(Task to complete): Please set down, unchanged, the line containing "Give me a JSON" and all the lines that follow it until the data below ends.

(The input):
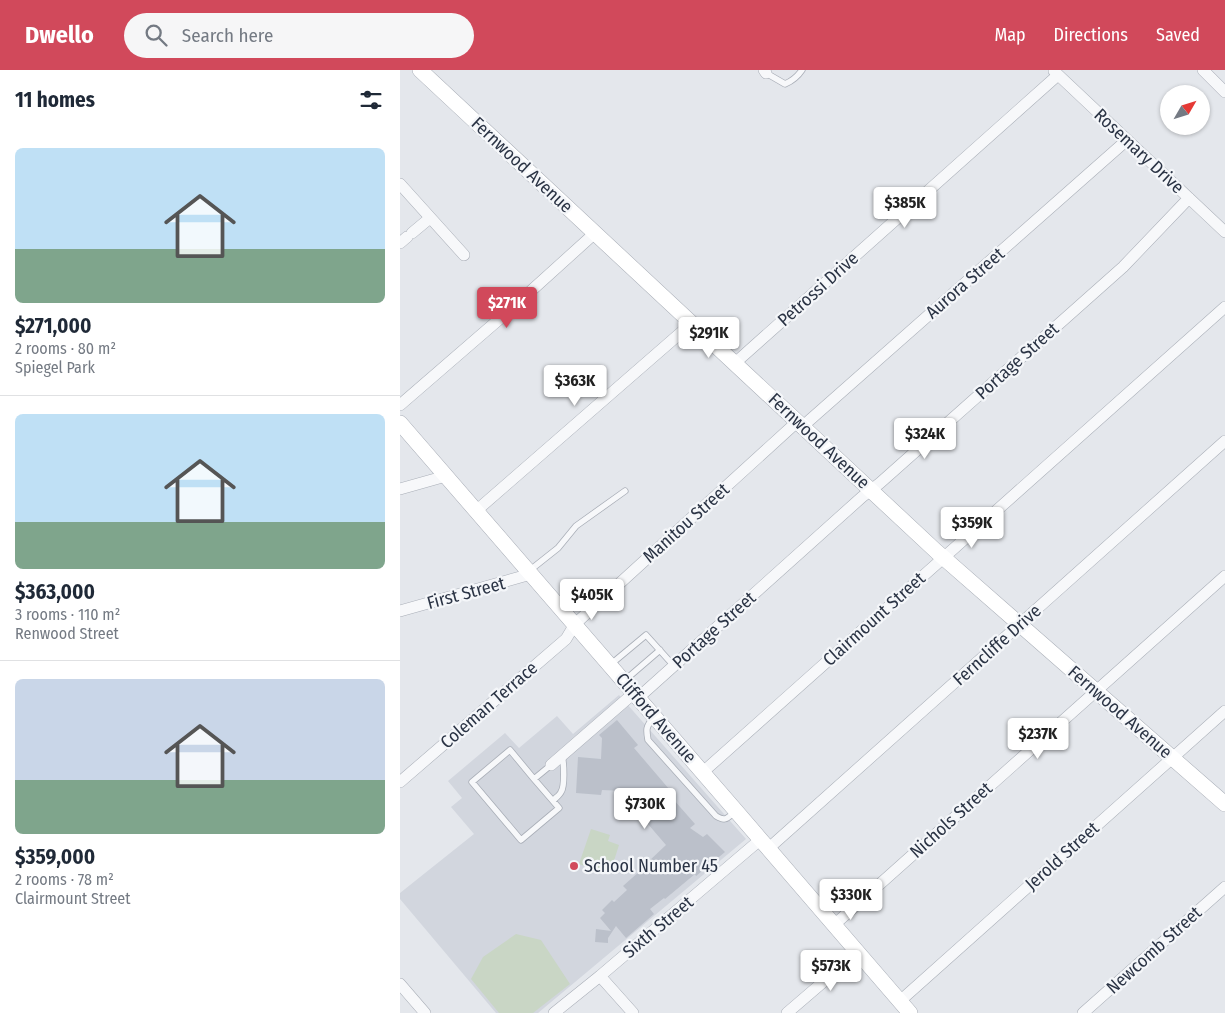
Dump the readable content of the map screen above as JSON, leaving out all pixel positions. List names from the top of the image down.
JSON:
{
  "streets": {
    "street": [
      "Rosemary Drive",
      "Fernwood Avenue",
      "Aurora Street",
      "Petrossi Drive",
      "Portage Street",
      "Manitou Street",
      "First Street",
      "Clairmount Street",
      "Ferncliffe Drive",
      "Coleman Terrace",
      "Clifford Avenue",
      "Nichols Street",
      "Jerold Street",
      "Sixth Street",
      "Newcomb Street"
    ]
  },
  "crossings": [
    ["Rosemary Drive", "Aurora Street"],
    ["Rosemary Drive", "Petrossi Drive"],
    ["Rosemary Drive", "Portage Street"],
    ["Fernwood Avenue", "Aurora Street"],
    ["Fernwood Avenue", "Petrossi Drive"],
    ["Fernwood Avenue", "Portage Street"],
    ["Fernwood Avenue", "Manitou Street"],
    ["Fernwood Avenue", "Clairmount Street"],
    ["Fernwood Avenue", "Ferncliffe Drive"],
    ["Fernwood Avenue", "Nichols Street"],
    ["Fernwood Avenue", "Jerold Street"],
    ["Aurora Street", "Manitou Street"],
    ["Portage Street", "Clifford Avenue"],
    ["Manitou Street", "Coleman Terrace"],
    ["Manitou Street", "Clifford Avenue"],
    ["First Street", "Clifford Avenue"],
    ["Clairmount Street", "Clifford Avenue"],
    ["Ferncliffe Drive", "Clifford Avenue"],
    ["Ferncliffe Drive", "Sixth Street"],
    ["Coleman Terrace", "Clifford Avenue"],
    ["Clifford Avenue", "Nichols Street"],
    ["Clifford Avenue", "Jerold Street"],
    ["Clifford Avenue", "Sixth Street"]
  ],
  "places": ["School Number 45"],
  "north": "top right",
  "page": {
    "header": "Dwello",
    "search": "Search here",
    "nav": ["Map", "Directions", "Saved"],
    "heading": "11 homes",
    "list": [
      {
        "name": "$271,000",
        "note": "2 rooms · 80 m² · Spiegel Park"
      },
      {
        "name": "$363,000",
        "note": "3 rooms · 110 m² · Renwood Street"
      },
      {
        "name": "$359,000",
        "note": "2 rooms · 78 m² · Clairmount Street"
      }
    ],
    "price": [
      "$385K",
      "$271K",
      "$291K",
      "$363K",
      "$324K",
      "$359K",
      "$405K",
      "$237K",
      "$730K",
      "$330K",
      "$573K"
    ]
  }
}
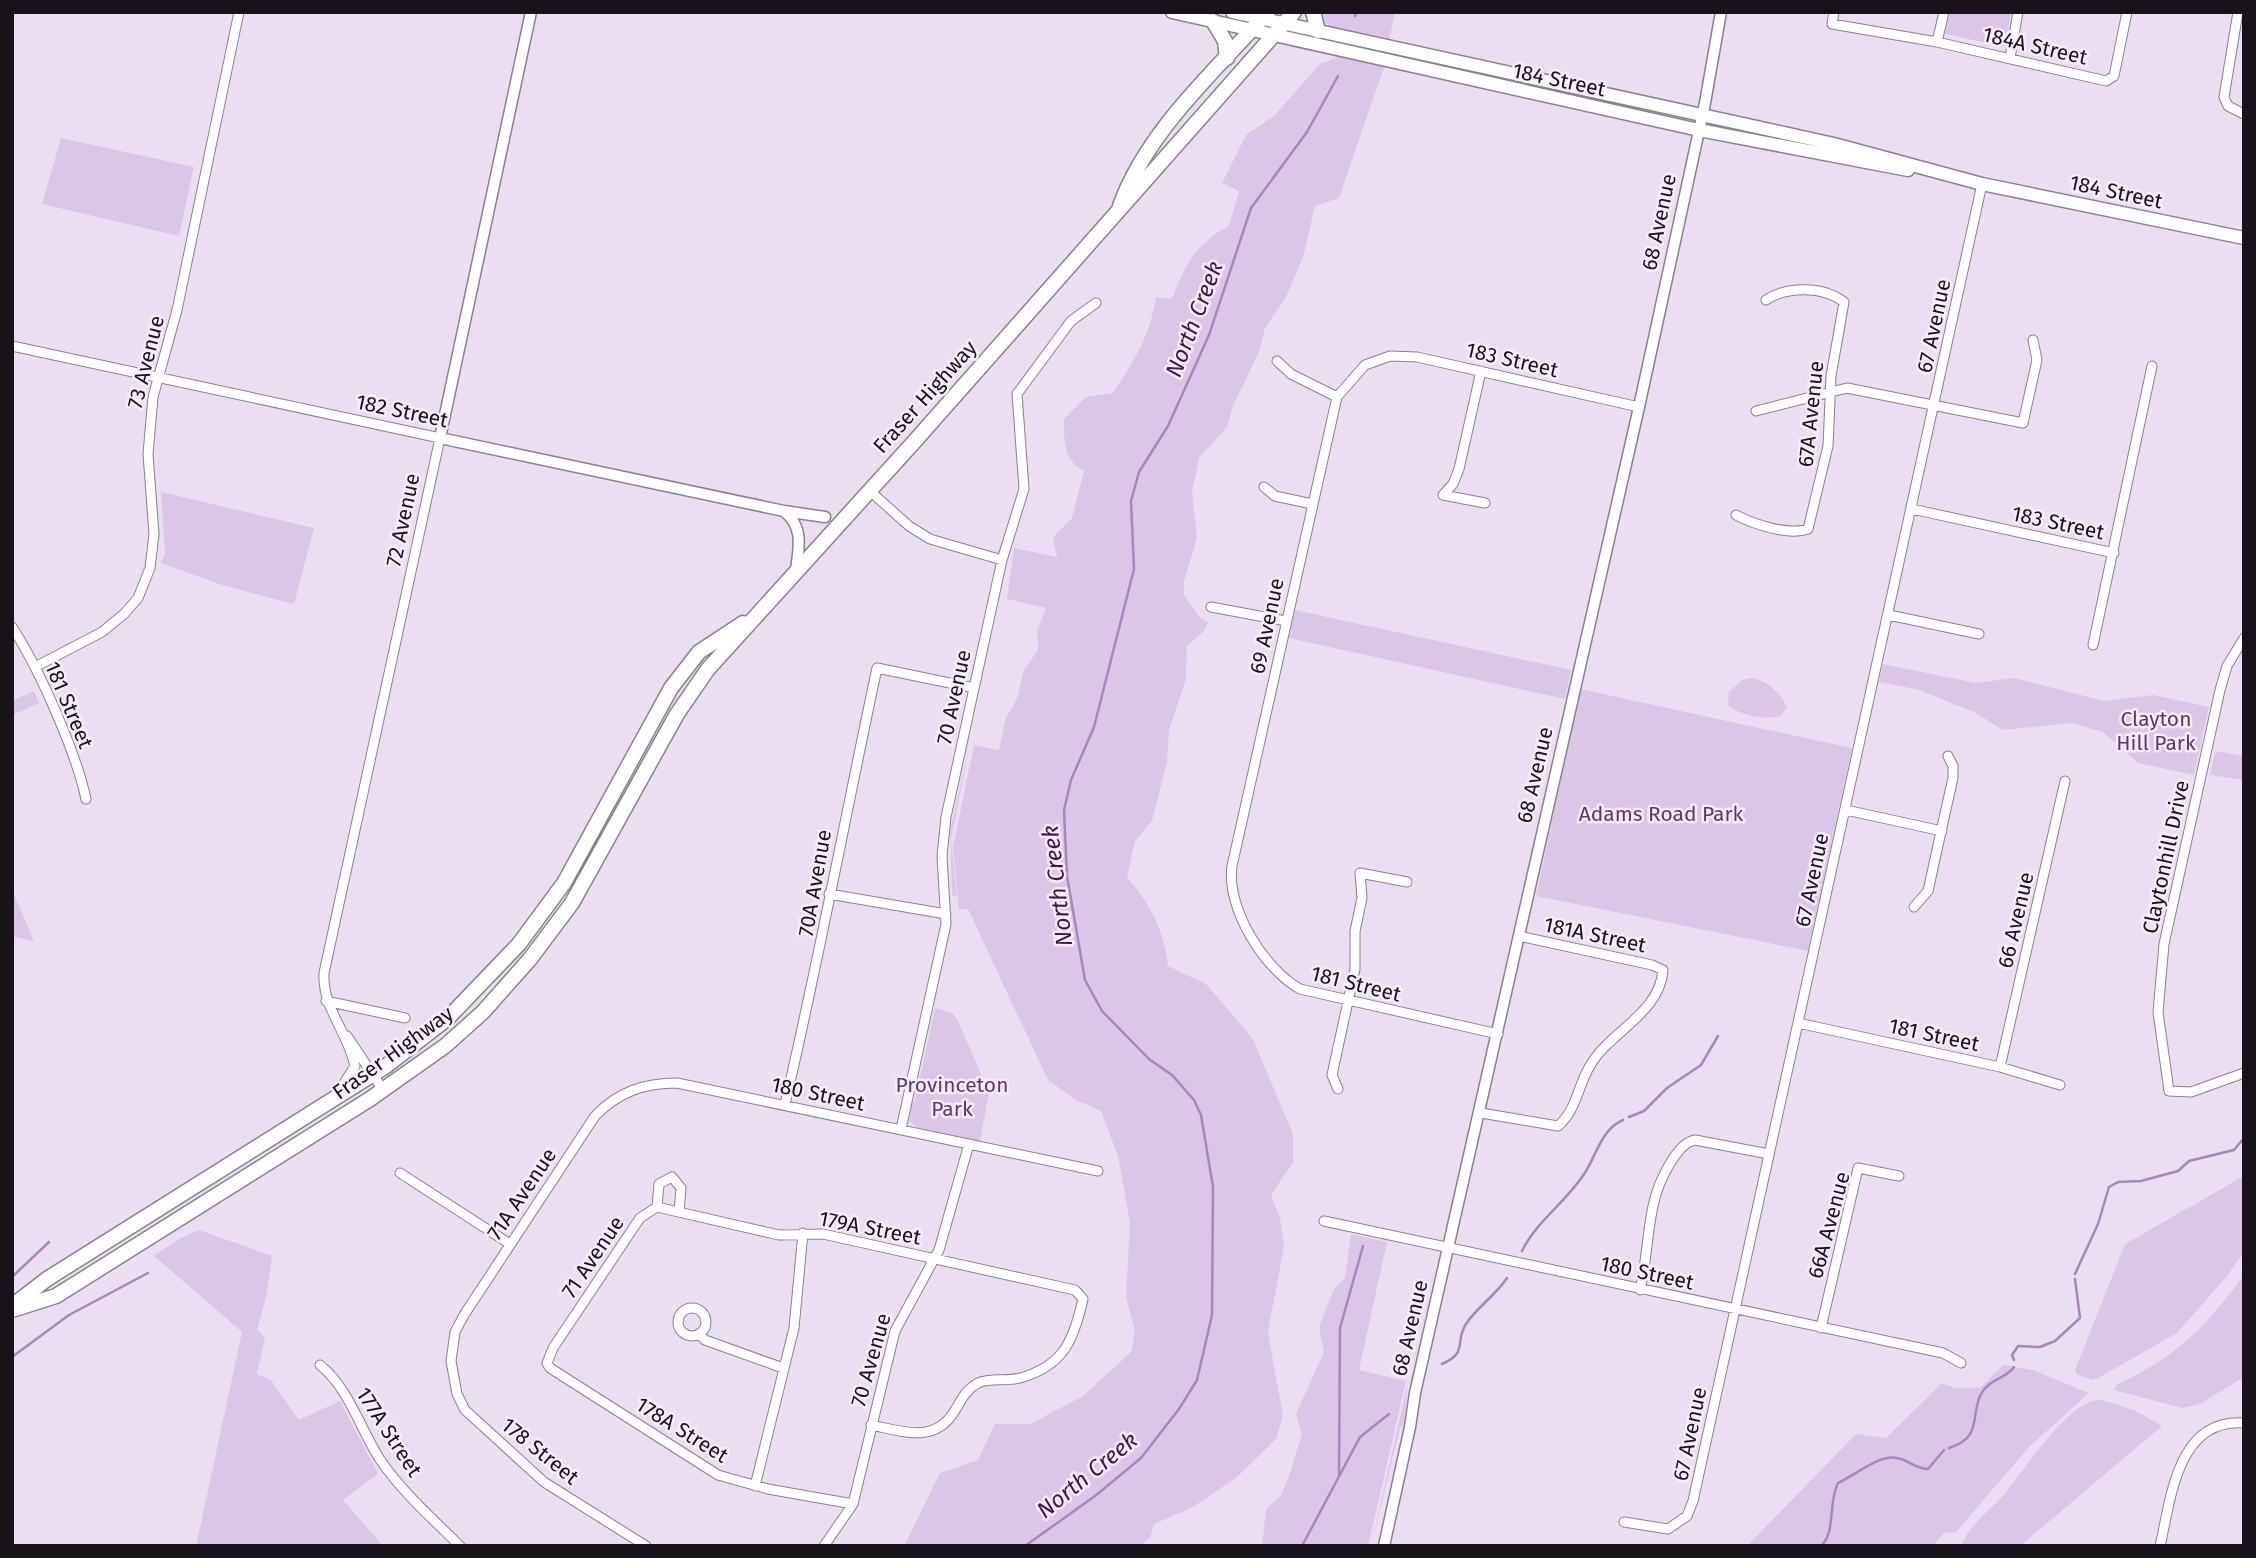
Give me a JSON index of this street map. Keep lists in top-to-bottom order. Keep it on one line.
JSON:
{"streets":{"main road":["184 Street","Fraser Highway"],"street":["184A Street","68 Avenue","67 Avenue","183 Street","73 Avenue","182 Street","67A Avenue","72 Avenue","69 Avenue","70 Avenue","181 Street","Claytonhill Drive","70A Avenue","66 Avenue","181A Street","180 Street","71A Avenue","66A Avenue","179A Street","71 Avenue","178A Street","177A Street","178 Street"]},"crossings":[["184 Street","68 Avenue"],["184 Street","67 Avenue"],["184 Street","Fraser Highway"],["68 Avenue","183 Street"],["68 Avenue","181 Street"],["68 Avenue","181A Street"],["68 Avenue","180 Street"],["67 Avenue","183 Street"],["67 Avenue","181 Street"],["67 Avenue","180 Street"],["183 Street","69 Avenue"],["73 Avenue","182 Street"],["73 Avenue","181 Street"],["Fraser Highway","72 Avenue"],["182 Street","72 Avenue"],["69 Avenue","181 Street"],["70 Avenue","70A Avenue"],["70 Avenue","180 Street"],["70 Avenue","179A Street"],["70 Avenue","178A Street"],["181 Street","66 Avenue"],["70A Avenue","180 Street"],["180 Street","71A Avenue"],["180 Street","66A Avenue"],["71A Avenue","178 Street"],["179A Street","71 Avenue"],["71 Avenue","178A Street"]],"water":["North Creek"],"parks":["Clayton Hill Park","Adams Road Park","Provinceton Park"]}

(Answer to this task):
Give me a JSON index of this street map. Keep lists in top-to-bottom order. Keep it on one line.
JSON:
{"streets":{"main road":["184 Street","Fraser Highway"],"street":["184A Street","68 Avenue","67 Avenue","183 Street","73 Avenue","182 Street","67A Avenue","72 Avenue","69 Avenue","70 Avenue","181 Street","Claytonhill Drive","70A Avenue","66 Avenue","181A Street","180 Street","71A Avenue","66A Avenue","179A Street","71 Avenue","178A Street","177A Street","178 Street"]},"crossings":[["184 Street","68 Avenue"],["184 Street","67 Avenue"],["184 Street","Fraser Highway"],["68 Avenue","183 Street"],["68 Avenue","181 Street"],["68 Avenue","181A Street"],["68 Avenue","180 Street"],["67 Avenue","183 Street"],["67 Avenue","181 Street"],["67 Avenue","180 Street"],["183 Street","69 Avenue"],["73 Avenue","182 Street"],["73 Avenue","181 Street"],["Fraser Highway","72 Avenue"],["182 Street","72 Avenue"],["69 Avenue","181 Street"],["70 Avenue","70A Avenue"],["70 Avenue","180 Street"],["70 Avenue","179A Street"],["70 Avenue","178A Street"],["181 Street","66 Avenue"],["70A Avenue","180 Street"],["180 Street","71A Avenue"],["180 Street","66A Avenue"],["71A Avenue","178 Street"],["179A Street","71 Avenue"],["71 Avenue","178A Street"]],"water":["North Creek"],"parks":["Clayton Hill Park","Adams Road Park","Provinceton Park"]}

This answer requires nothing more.